(60 days)
The PORT-A-CATH® II Regional Arterial Portal System will be indicated when patient therapy requires prolonged or repeated intra-arterial access for injection or infusion regimes.
A system consists of a portal with a self-sealing silicone septum, accessible by percutaneous needle puncture, a single lumen silicone catheter, a hemostasis sy assembly, and a micro-catheter assembly
The provided text describes a 510(k) submission for the PORT-A-CATH® II Regional Arterial System. However, it does not contain information typically associated with AI/ML device studies, such as:
- Acceptance criteria and reported device performance in terms of metrics like sensitivity, specificity, or accuracy. The document focuses on functional and material equivalence to predicate devices.
- Sample sizes for test sets, training sets, or data provenance relevant to AI model development.
- Number and qualifications of experts or adjudication methods for ground truth establishment.
- Details about multi-reader multi-case (MRMC) comparative effectiveness studies.
- Information on standalone algorithm performance.
- Specific types of ground truth (e.g., pathology, outcomes data) as they relate to AI model training/testing.
Therefore, I cannot populate the table or provide detailed answers to most of the requested points as they are not present in the provided document.
The study described is primarily a pre-market notification (510(k)) for a medical device, not an AI/ML diagnostic or therapeutic device study. The "studies" mentioned are largely functional, in-vitro, and in-vivo non-clinical tests to demonstrate the physical properties and performance of the device, along with biocompatibility testing. Clinical studies were not deemed necessary due to the similarity to existing predicate devices.
Here's what can be extracted based on the provided document:
1. Table of Acceptance Criteria and Reported Device Performance:
| Acceptance Criteria (General Areas) | Reported Device Performance (Summary) |
|---|---|
| Functional Performance | Functions according to specifications |
| Tensile Strength | Tested in accordance with FDA guidance |
| Flow-rate | Tested in accordance with FDA guidance |
| Catheter Stiffness | Tested in accordance with FDA guidance |
| Catheter Flexural Fatigue | Tested in accordance with FDA guidance |
| System Leakage | Tested in accordance with FDA guidance |
| Guidewire Removal Testing | Tested in accordance with FDA guidance |
| Long-Term Performance (Simulated Life Test) | Performance documented under simulated, accelerated conditions |
| Implantation Feasibility (In-vivo) | Feasible for implantation and immediate post-implant performance |
| Biocompatibility | Materials used are biocompatible |
2. Sample size used for the test set and the data provenance (e.g. country of origin of the data, retrospective or prospective):
- Sample Size for Test Set: Not specified in terms of number of devices or clinical subjects, as the testing described is primarily in-vitro and in-vivo feasibility in a non-clinical context.

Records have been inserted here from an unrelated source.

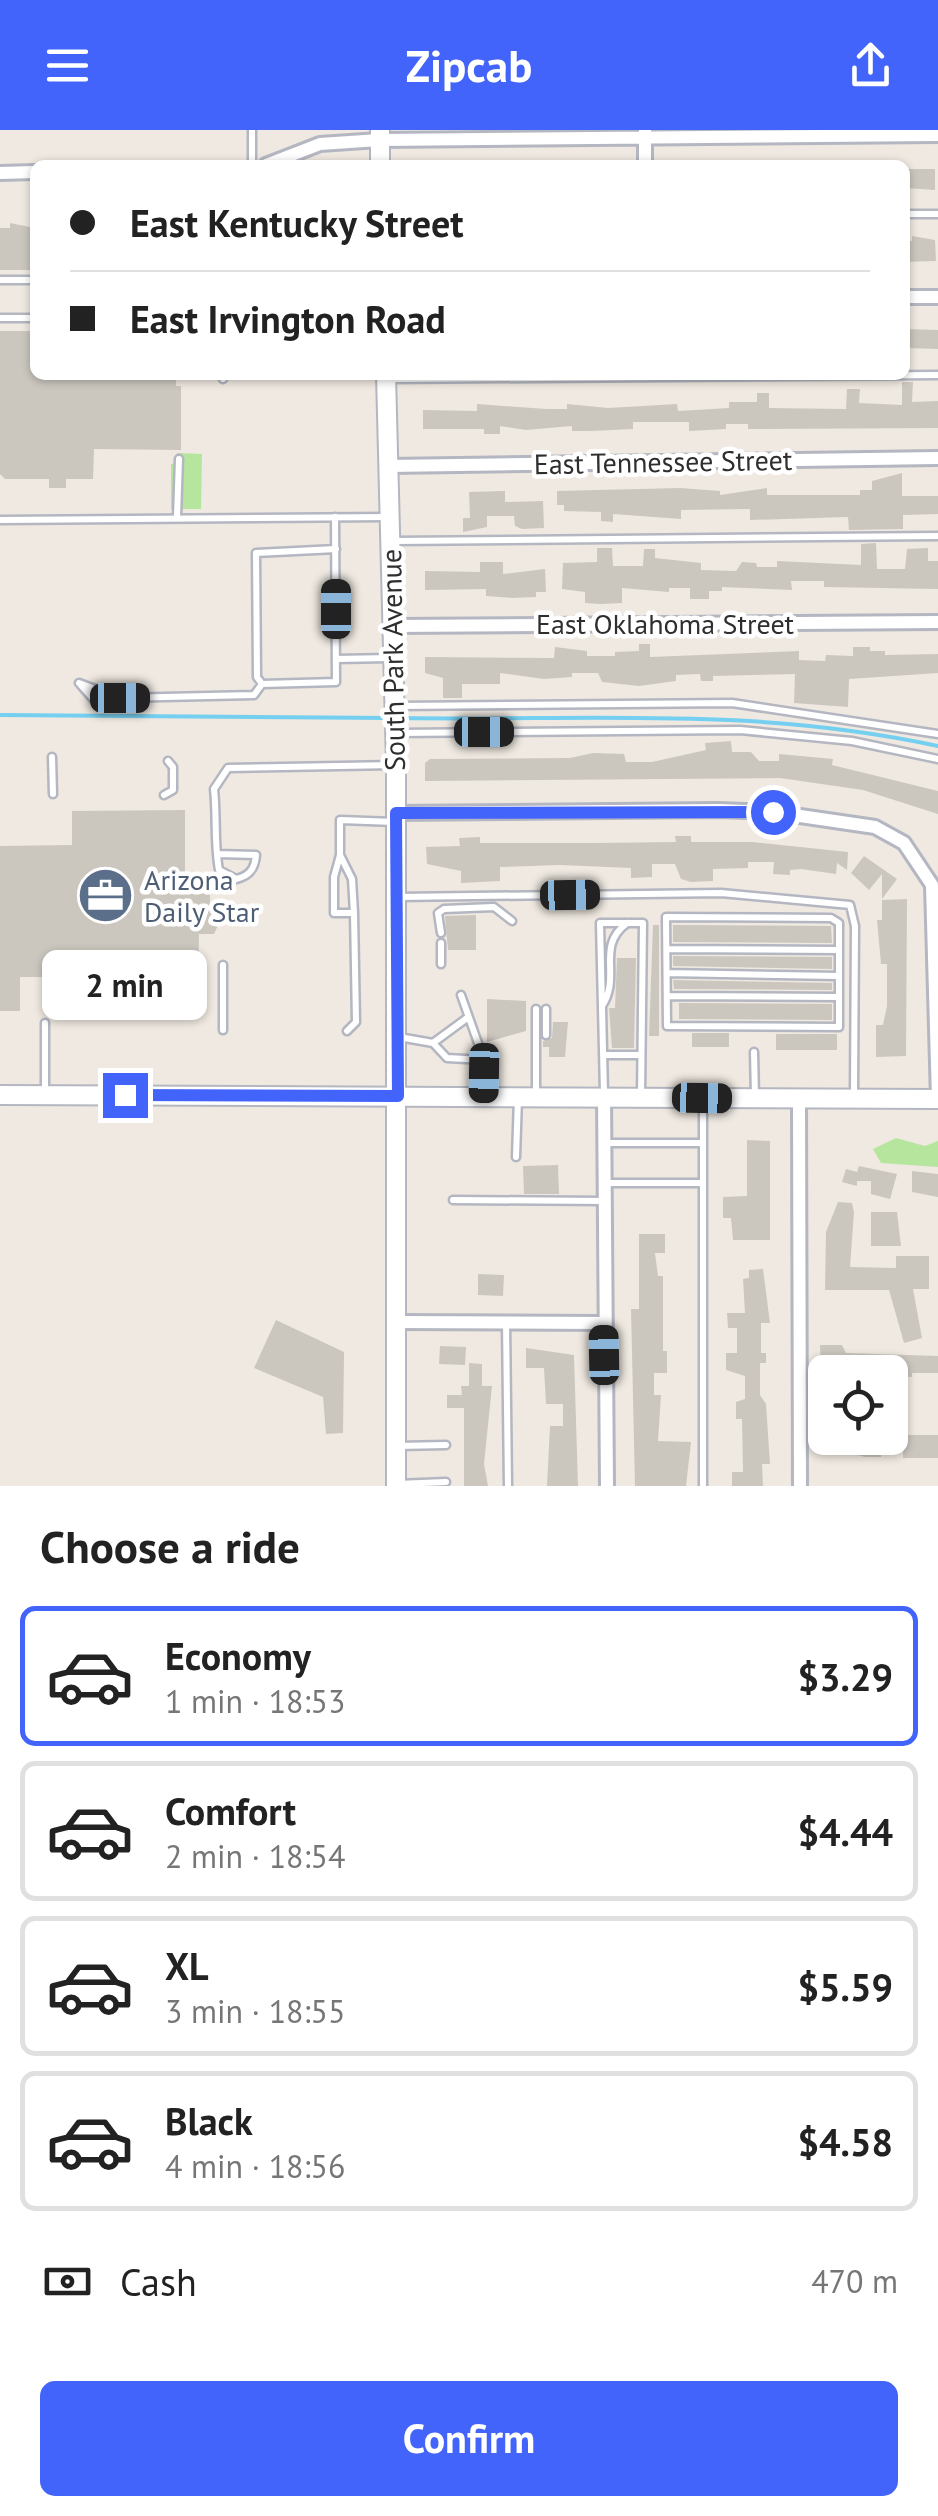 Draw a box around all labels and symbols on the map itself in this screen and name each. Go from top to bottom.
street label: East Tennessee Street [533,441,793,482]
street label: South Park Avenue [372,549,413,771]
car [321,579,351,639]
street label: East Oklahoma Street [536,605,795,642]
car [90,683,150,713]
car [454,717,514,747]
route start [751,790,796,835]
place label: Arizona Daily Star [144,861,260,930]
office icon: Arizona Daily Star [75,866,135,926]
car [540,879,600,911]
callout: 2 min [42,950,208,1020]
car [468,1043,500,1103]
route end [103,1073,148,1118]
car [672,1082,732,1114]
car [588,1325,620,1385]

- Data Provenance: Not applicable in the context of clinical data for AI/ML validation. The testing appears to be internal to Deltec, Inc.

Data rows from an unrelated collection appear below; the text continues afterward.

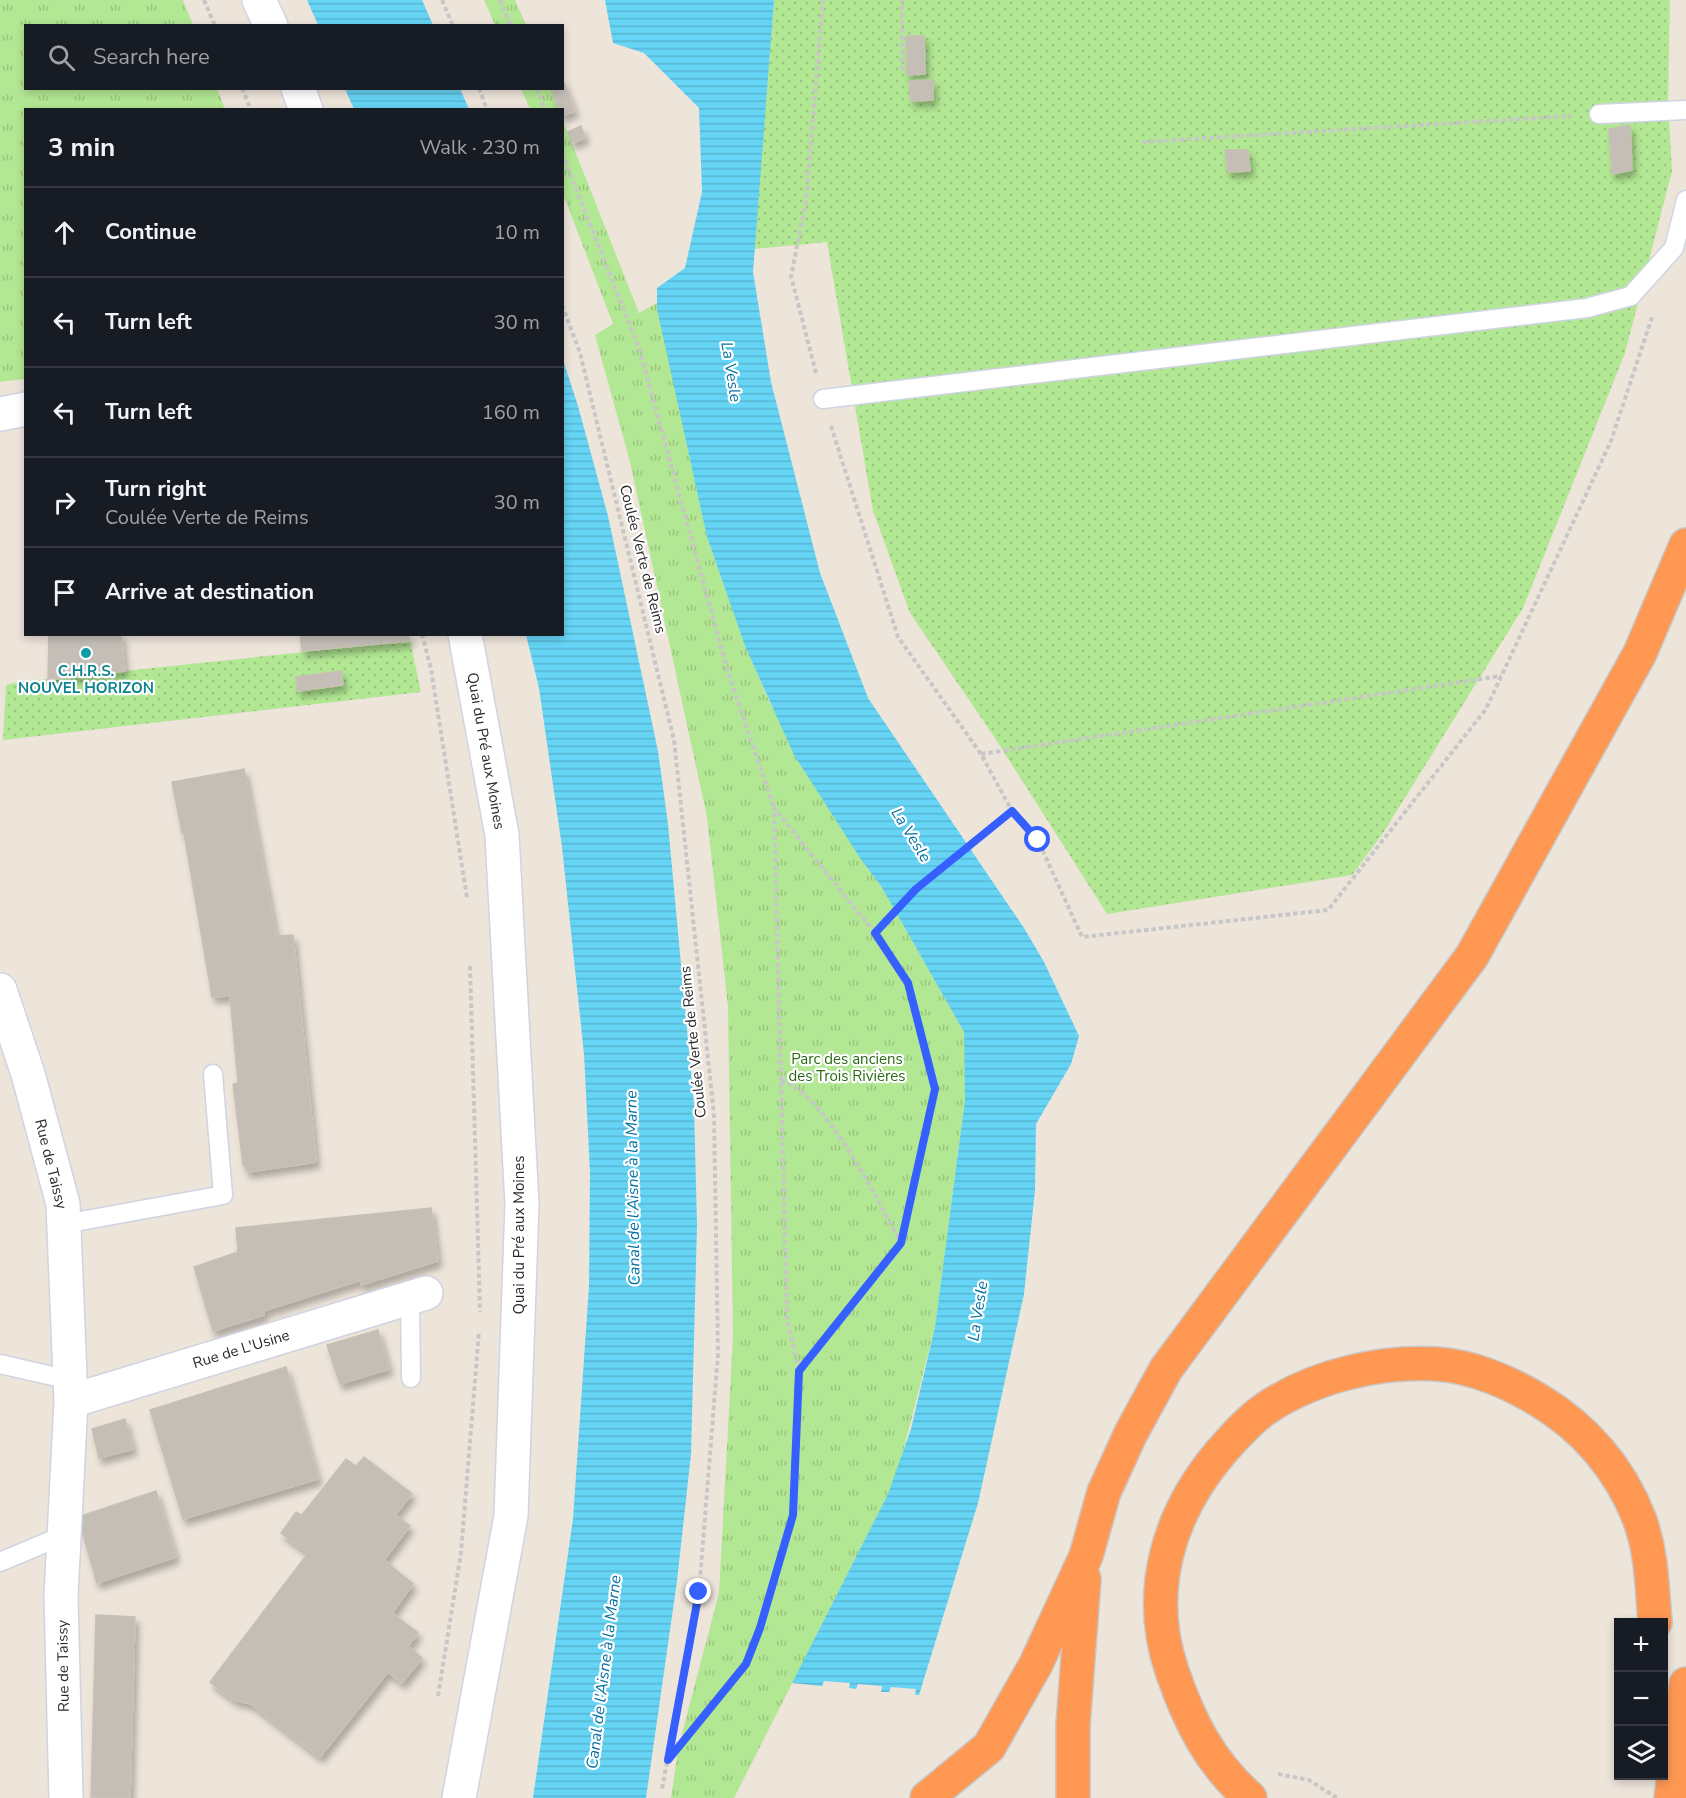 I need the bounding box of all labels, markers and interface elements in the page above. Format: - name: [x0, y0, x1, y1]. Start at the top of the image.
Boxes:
- search box: [24, 24, 564, 90]
- icon: search: [45, 41, 78, 74]
- text: Search here: [93, 42, 210, 72]
- text: 3 min: [48, 130, 115, 165]
- text: Walk · 230 m: [420, 134, 540, 161]
- icon: ahead: [48, 216, 81, 249]
- text: Continue: [105, 217, 196, 247]
- text: 10 m: [494, 219, 540, 246]
- icon: left: [48, 306, 81, 339]
- text: Turn left: [105, 307, 192, 337]
- text: 30 m: [494, 309, 540, 336]
- water label: La Vesle: [715, 340, 747, 404]
- icon: left: [48, 396, 81, 429]
- text: Turn left: [105, 397, 192, 427]
- text: 160 m: [482, 399, 540, 426]
- text: Turn right: [105, 474, 206, 504]
- street label: Coulée Verte de Reims: [615, 483, 671, 635]
- icon: right: [48, 486, 81, 519]
- text: 30 m: [494, 489, 540, 516]
- text: Coulée Verte de Reims: [105, 504, 309, 531]
- icon: arrive: [48, 576, 81, 609]
- text: Arrive at destination: [105, 577, 314, 607]
- marker: C.H.R.S. NOUVEL HORIZON: [79, 646, 93, 660]
- place label: C.H.R.S. NOUVEL HORIZON: [18, 661, 154, 698]
- street label: Quai du Pré aux Moines: [462, 671, 510, 831]
- water label: La Vesle: [886, 803, 937, 867]
- route start: [1024, 826, 1050, 852]
- street label: Coulée Verte de Reims: [675, 965, 711, 1119]
- park label: Parc des anciens des Trois Rivières: [788, 1049, 906, 1086]
- water label: Canal de l'Aisne à la Marne: [620, 1090, 646, 1286]
- street label: Rue de Taissy: [30, 1117, 72, 1211]
- street label: Quai du Pré aux Moines: [509, 1155, 529, 1315]
- water label: La Vesle: [962, 1279, 994, 1343]
- street label: Rue de L'Usine: [190, 1325, 292, 1373]
- water label: Canal de l'Aisne à la Marne: [581, 1573, 627, 1770]
- route end: [685, 1578, 711, 1604]
- map controls: [1614, 1618, 1668, 1780]
- button: +: [1614, 1618, 1668, 1672]
- street label: Rue de Taissy: [52, 1619, 74, 1712]
- button: −: [1614, 1672, 1668, 1726]
- button: layers: [1614, 1726, 1668, 1780]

3. Number of experts used to establish the ground truth for the test set and the qualifications of those experts (e.g. radiologist with 10 years of experience):
- Not applicable. Ground truth establishment by human experts for performance metrics (like accuracy for a diagnostic AI) is not relevant to the functional and material testing described.
4. Adjudication method (e.g. 2+1, 3+1, none) for the test set:
- Not applicable. Adjudication methods are not described as there are no expert evaluations of performance being evaluated in this manner.
5. If a multi reader multi case (MRMC) comparative effectiveness study was done, If so, what was the effect size of how much human readers improve with AI vs without AI assistance:
- No. This was not an AI/ML device.
6. If a standalone (i.e. algorithm only without human-in-the-loop performance) was done:
- Not applicable. This was not an AI/ML device.
7. The type of ground truth used (expert consensus, pathology, outcomes data, etc):
- The "ground truth" for this device would be its ability to meet engineering specifications and material properties through various functional, mechanical, and biocompatibility tests. It's not a clinical diagnostic or AI-driven "ground truth."
8. The sample size for the training set:
- Not applicable. This was not an AI/ML device that requires training data.
9. How the ground truth for the training set was established:
- Not applicable. This was not an AI/ML device.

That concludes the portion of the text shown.